UK may tax tech companies over extremist content (Reuters)

LONDON: Britain may impose new taxes on tech giants like Google and Facebook unless they do more to combat online extremism by taking down material aimed at radicalising people or helping them to prepare attacks, the country’s security minister said.
Ben Wallace accused tech firms of being happy to sell people’s data but not to give it to the government which was being forced to spend vast sums on de-radicalisation programmes, surveillance and other counter-terrorism measures. “If they continue to be less than co-operative, we should look at things like tax as a way of incentivising them or compensating for their inaction,” Wallace told the Sunday Times newspaper in an interview. His quotes did not give further details on tax plans. The newspaper said that any demand would take the form of a windfall tax similar to that imposed on privatised utilities by former PM Tony Blair’s government in 1997.

Wallace accused the tech giants of putting private profit before public safety. “We should stop pretending that because they sit on beanbags in T-shirts they are not ruthless profiteers,” he said. “They will ruthlessly sell our details to loans and soft-porn companies but not give it to our democratically elected government.”
Facebook executive Simon Milner rejected the criticisms. “Wallace is wrong to say that we put profit before safety, especially in the fight against terrorism,” he said in an emailed statement. “We’ve invested millions of pounds in people and technology to identify and remove terrorist content.”

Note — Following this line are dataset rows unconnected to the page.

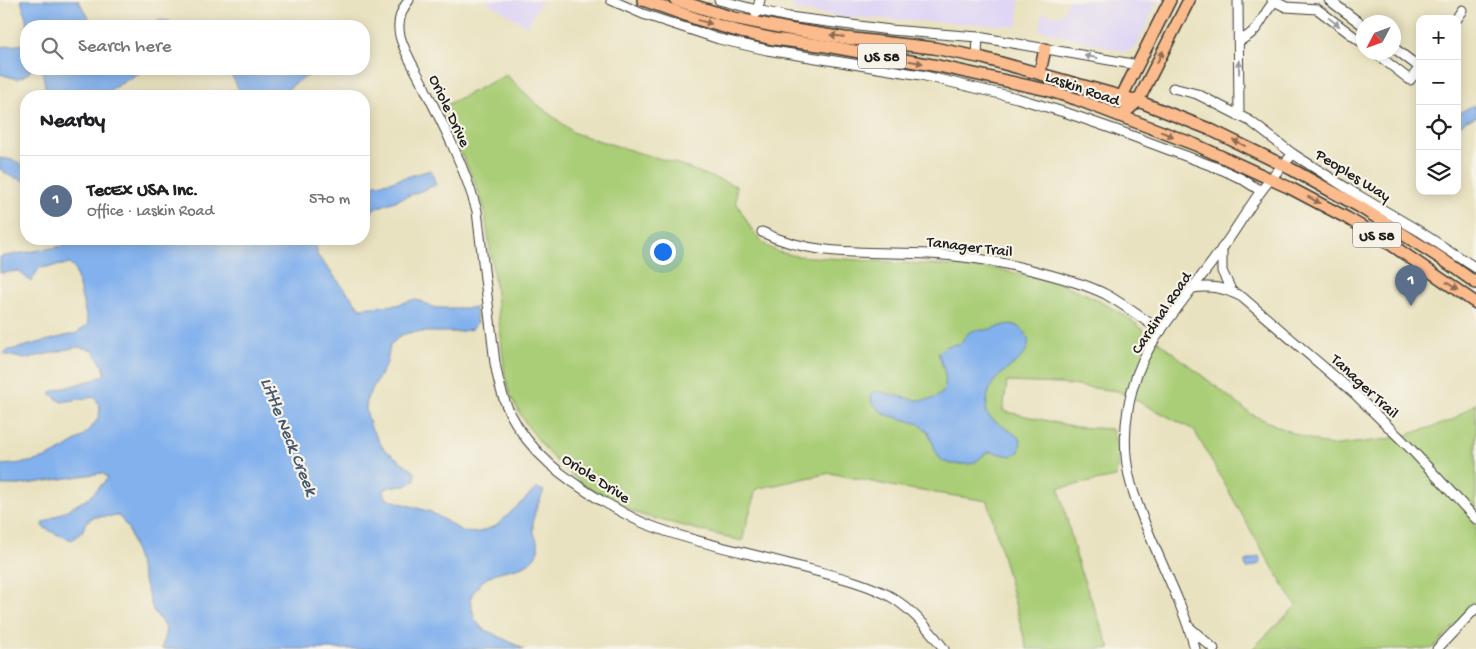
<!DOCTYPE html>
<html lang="en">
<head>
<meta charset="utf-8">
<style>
  body { margin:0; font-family:"Gochi Hand",sans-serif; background:#f2f2f2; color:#202124 }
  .controls { position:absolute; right:15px; top:15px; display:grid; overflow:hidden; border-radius:10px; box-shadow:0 2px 12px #0003 }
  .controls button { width:45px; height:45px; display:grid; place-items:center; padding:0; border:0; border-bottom:1px solid #e0e0e0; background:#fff; color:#202124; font:25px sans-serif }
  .compass { position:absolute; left:1356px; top:15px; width:45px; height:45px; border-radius:50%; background:#fff; box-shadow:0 2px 12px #0003; rotate:229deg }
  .you { position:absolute; left:662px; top:251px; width:18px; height:18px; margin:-12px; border:4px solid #fff; border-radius:50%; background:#1a73e8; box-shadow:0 0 0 8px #1a73e833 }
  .badge { display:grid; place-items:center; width:32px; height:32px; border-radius:50%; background:#1f6fb2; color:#fff; font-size:16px; font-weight:700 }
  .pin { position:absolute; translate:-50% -41px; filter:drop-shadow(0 1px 2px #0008) }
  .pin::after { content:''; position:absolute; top:26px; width:18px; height:15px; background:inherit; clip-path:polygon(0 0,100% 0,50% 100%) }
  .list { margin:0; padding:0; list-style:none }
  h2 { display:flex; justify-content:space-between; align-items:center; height:65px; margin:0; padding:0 20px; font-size:21px }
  h2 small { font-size:16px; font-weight:400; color:#757577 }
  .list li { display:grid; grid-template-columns:32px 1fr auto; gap:15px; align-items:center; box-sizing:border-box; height:90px; padding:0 20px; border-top:1px solid #e0e0e0 }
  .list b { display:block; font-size:19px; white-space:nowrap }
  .list p { margin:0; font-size:16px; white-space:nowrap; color:#757577 }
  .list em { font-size:16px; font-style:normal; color:#757577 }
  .icon { flex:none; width:28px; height:28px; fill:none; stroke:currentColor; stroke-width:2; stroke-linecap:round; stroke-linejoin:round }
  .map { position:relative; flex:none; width:1476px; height:649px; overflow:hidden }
  .search { position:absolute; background:#fff; box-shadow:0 2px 12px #0003; left:20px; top:20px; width:350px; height:55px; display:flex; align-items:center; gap:12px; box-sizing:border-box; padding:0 18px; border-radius:20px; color:#757577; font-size:19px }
  .panel { position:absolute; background:#fff; box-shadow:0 2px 12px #0003; left:20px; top:90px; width:350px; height:155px; border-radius:20px }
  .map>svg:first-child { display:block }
  .built { fill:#dfd5f5 }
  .green { fill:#aace77; stroke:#63754a }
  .water { fill:#82b1ed; stroke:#4f6684 }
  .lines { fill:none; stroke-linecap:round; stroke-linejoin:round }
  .minor-casing { stroke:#3b3a35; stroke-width:11 }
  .major-casing { stroke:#3b3a35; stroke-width:14 }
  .minor { stroke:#fff; stroke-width:9 }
  .major { stroke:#fbbb8c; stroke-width:11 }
  .oneway { fill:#8c6c54 }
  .oneway2 { fill:#999 }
  .labels { text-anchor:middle; stroke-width:4.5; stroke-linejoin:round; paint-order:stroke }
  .shield { fill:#f7f3e8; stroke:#5e5c59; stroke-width:1 }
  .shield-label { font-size:15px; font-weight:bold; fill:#1c1c1c }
  .street-label { font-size:16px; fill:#1c1c1c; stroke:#f7f3e8 }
  .water-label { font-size:18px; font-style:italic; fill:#455870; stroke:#f7f3e8 }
</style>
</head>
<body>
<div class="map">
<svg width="1476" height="649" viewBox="0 0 1476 649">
  <rect width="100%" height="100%" fill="#f7f3e8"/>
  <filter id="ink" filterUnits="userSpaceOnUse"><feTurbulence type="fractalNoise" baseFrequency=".02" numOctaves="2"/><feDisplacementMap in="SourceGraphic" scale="10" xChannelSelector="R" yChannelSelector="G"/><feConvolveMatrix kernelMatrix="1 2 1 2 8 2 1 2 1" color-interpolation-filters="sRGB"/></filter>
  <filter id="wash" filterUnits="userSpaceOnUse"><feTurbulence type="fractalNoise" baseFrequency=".0096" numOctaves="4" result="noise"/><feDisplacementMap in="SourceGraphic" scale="20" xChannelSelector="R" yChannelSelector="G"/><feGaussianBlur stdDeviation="1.12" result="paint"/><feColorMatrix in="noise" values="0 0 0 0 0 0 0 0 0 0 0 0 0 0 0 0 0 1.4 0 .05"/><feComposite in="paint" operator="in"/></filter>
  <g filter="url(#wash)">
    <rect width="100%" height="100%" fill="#e9e2c0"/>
    <g class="built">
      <path d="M485,0H542L527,26Z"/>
      <path d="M792,0H1019L1018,26L846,17L792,10Z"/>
      <path d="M1068,0H1158L1137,46L1127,52L1040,30L1042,13L1057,16L1063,14Z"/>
    </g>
    <path class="green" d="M506,75L537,104L574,133L643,154L669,161L736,186V202L753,232L767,246L778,252L797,256L997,269L1056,282L1086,294L1126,316L1251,414L1290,432L1330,446L1381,440L1406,435L1451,421L1476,403V603L1432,649H1252L1296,606L1258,543L1194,430L1118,391L1060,384L1007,382L1003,411L1076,427L1112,429L1119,453L1116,477L1059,488L1079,567L1110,649H1027L988,501L896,487L830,473L756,489L742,541L641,515L604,498L579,481L551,456L526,424L510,395L505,375L495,285L484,207L475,183L440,108Z"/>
    <g class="water">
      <path d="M21,0H78L91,21L95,26H28Z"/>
      <path d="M161,20L170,21L173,26H144Z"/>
      <path d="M26,44V69H31L29,73L17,79L0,74V47Z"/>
      <path d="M42,69H146L110,90L111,96H47Z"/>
      <path d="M232,69H323C309,76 291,82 283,96H239V90L230,72Z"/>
      <path d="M1476,105V117L1466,120L1457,127V114L1470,107Z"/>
      <path d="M0,158L13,160L26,167V181L10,176L0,169Z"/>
      <path d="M431,170L436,185L364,213V186L389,182Z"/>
      <path d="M70,239H316L317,255L360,308L396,305L415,299L436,308H475L477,323L472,329L458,332H413L401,335L390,345L387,363L367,398L366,410L371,428L383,448L415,472V480L406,486L389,487L383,491L387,499L431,512L464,532L476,533L496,526L537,488L544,491C539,503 532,514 533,528C533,537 542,544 537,553C528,572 505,567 490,576C481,581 474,590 470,599L475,620L482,628L524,649H162L166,628L153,610L128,528L119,516L94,517L86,522L82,532L72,540L56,534L43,527V523L89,498L108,478L102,473L20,485H0V465C14,464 28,463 42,459C60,453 101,430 100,408C99,404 97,401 95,397L61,402L50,393L53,391L96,379L105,374L104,368L93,350L77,347L25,359L3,354L6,351L77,333L88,324L75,269L69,264L39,268L31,282L19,271L0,273V257L63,246L69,242Z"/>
      <path d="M1012,324C1020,327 1026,330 1028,339C1033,357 1002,369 993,383C987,392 987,402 986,413C996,425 1011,429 1021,440L1019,452L1011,456L991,452L986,453L977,461L970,464H952L942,461L937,454L928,432L919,424L884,414L872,403L871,397L873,392L876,391C890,393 905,399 919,400C954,401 947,376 938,353C946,345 949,345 960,344C973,324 972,333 991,329C998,327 1004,325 1012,324Z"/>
      <path d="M1259,556L1261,563L1247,569L1244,562Z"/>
    </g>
  </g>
  <g filter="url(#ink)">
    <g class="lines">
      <g class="minor-casing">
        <g id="minor">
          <path d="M409,0C401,10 397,23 400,36C405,55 418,73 426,91C446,130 465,169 477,211L495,363C498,380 502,398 510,413C530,453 565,479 602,501C617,509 631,518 646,524C692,542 741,551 789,564C821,573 864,581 893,598C913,611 930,630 944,649"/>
          <path d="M611,0L643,14L719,39L767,50L921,75L1017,98L1070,114L1116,130L1223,170L1242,179L1261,191"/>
          <path d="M719,0L757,10L789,17L890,30L978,37L1138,65"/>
          <path d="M1238,0L1239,116"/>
          <path d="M1272,0L1286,7L1317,9L1364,44"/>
          <path d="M1329,0L1364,26"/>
          <path d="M756,14L760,0"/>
          <path d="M1456,19L1462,10"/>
          <path d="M1239,41C1264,29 1260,15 1276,0"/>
          <path d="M1394,48L1419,67"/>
          <path d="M1374,52L1410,80L1420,67"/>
          <path d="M977,56L978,37"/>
          <path d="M1173,88L1197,94L1250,121L1293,154L1356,194L1419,231L1476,268"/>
          <path d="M762,232C814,258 874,251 930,254C972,256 1013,264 1054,276C1072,281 1090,286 1107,295C1126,306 1143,319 1161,331"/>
          <path d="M1222,248V271L1232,292"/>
          <path d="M1193,288C1211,285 1225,288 1242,297L1355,394L1409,447L1476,519"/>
          <path d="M1189,627L1214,649"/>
          <path d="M1195,649C1183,603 1159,561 1142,516C1137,503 1132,490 1129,476C1120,433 1128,383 1151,345C1172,312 1198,282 1221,250C1235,231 1247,210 1261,191C1271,178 1282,166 1293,154"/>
          <path d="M1437,649L1476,608"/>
        </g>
      </g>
      <g class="major-casing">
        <g id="major">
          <path d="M643,0L700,20L741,32L774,39L826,46L938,66L1047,90L1076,99L1196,145L1290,188L1347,218L1383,239L1476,303"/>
          <path d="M676,0L734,18L788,29L845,38L934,48L983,58L1138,101L1209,129L1291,169L1360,207L1442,259L1476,283"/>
          <path d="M1040,72L1045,49"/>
          <path d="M1122,102V96L1170,0"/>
          <path d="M1121,116L1138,101L1189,0"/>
        </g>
      </g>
      <use href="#minor" class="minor"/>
      <use href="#major" class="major"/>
    </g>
    <defs><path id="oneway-solid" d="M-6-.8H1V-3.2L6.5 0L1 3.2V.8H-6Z" transform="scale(1.25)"/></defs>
    <g class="oneway">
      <use href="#oneway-solid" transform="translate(705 22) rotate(16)"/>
      <use href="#oneway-solid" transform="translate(837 36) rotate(-172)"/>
      <use href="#oneway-solid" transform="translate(1160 57) rotate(-63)"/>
      <use href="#oneway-solid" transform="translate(916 62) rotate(10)"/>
      <use href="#oneway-solid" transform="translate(1167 134) rotate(21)"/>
      <use href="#oneway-solid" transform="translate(1239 143) rotate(-154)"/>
      <use href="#oneway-solid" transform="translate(1314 200) rotate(28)"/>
      <use href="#oneway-solid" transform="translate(1452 286) rotate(35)"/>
    </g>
    <g class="oneway2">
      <use href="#oneway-solid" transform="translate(1334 22) rotate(37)"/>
      <use href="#oneway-solid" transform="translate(1091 57) rotate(-170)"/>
      <use href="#oneway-solid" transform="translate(1239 67) rotate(-91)"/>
    </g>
  </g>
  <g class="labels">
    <g class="shield">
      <rect x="858" y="43.5" width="48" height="25" rx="4"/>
      <rect x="1353" y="222.5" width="48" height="25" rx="4"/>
    </g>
    <g class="shield-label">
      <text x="882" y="61">US 58</text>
      <text x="1377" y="240">US 58</text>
    </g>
    <g class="street-label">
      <text transform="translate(1083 87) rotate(19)" y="6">Laskin Road</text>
      <text transform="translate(451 110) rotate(65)" y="6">Oriole Drive</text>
      <text transform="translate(1354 174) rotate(32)" y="6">Peoples Way</text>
      <text transform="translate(970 245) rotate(7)" y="6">Tanager Trail</text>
      <text transform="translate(1160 312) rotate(-56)" y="6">Cardinal Road</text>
      <text transform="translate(1366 385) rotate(43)" y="6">Tanager Trail</text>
      <text transform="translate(597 477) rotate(33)" y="6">Oriole Drive</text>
    </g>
    <g class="water-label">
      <text transform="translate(290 436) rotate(68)" y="6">Little Neck Creek</text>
    </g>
  </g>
</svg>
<div class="controls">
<button>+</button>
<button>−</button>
<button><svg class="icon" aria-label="locate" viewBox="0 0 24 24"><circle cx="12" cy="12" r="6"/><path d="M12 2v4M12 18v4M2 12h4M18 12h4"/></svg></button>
<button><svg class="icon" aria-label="layers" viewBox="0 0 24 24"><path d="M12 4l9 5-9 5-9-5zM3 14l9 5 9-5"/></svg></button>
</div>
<svg class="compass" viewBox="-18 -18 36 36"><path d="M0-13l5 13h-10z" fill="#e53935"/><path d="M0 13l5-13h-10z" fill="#757577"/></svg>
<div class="you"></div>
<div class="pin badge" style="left:1411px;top:306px;background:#5c6f8a">1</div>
<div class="search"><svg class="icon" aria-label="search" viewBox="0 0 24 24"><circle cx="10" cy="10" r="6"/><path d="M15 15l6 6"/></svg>Search here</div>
<section class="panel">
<h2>Nearby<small></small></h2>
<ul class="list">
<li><span class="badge" style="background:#5c6f8a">1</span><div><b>TecEx USA Inc.</b><p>Office · Laskin Road</p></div><em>570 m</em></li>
</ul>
</section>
</div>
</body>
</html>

YouTube, which is owned by Google, said it was doing more every day to tackle violent extremism. “Over the course of 2017 we have made significant progress through investing in machine learning technology, recruiting more reviewers, building partnerships with experts and collaboration with other companies,” a YouTube spokeswoman said.
Britain suffered a series of attacks by Islamic extremists between March and June this year that killed a total of 36 people.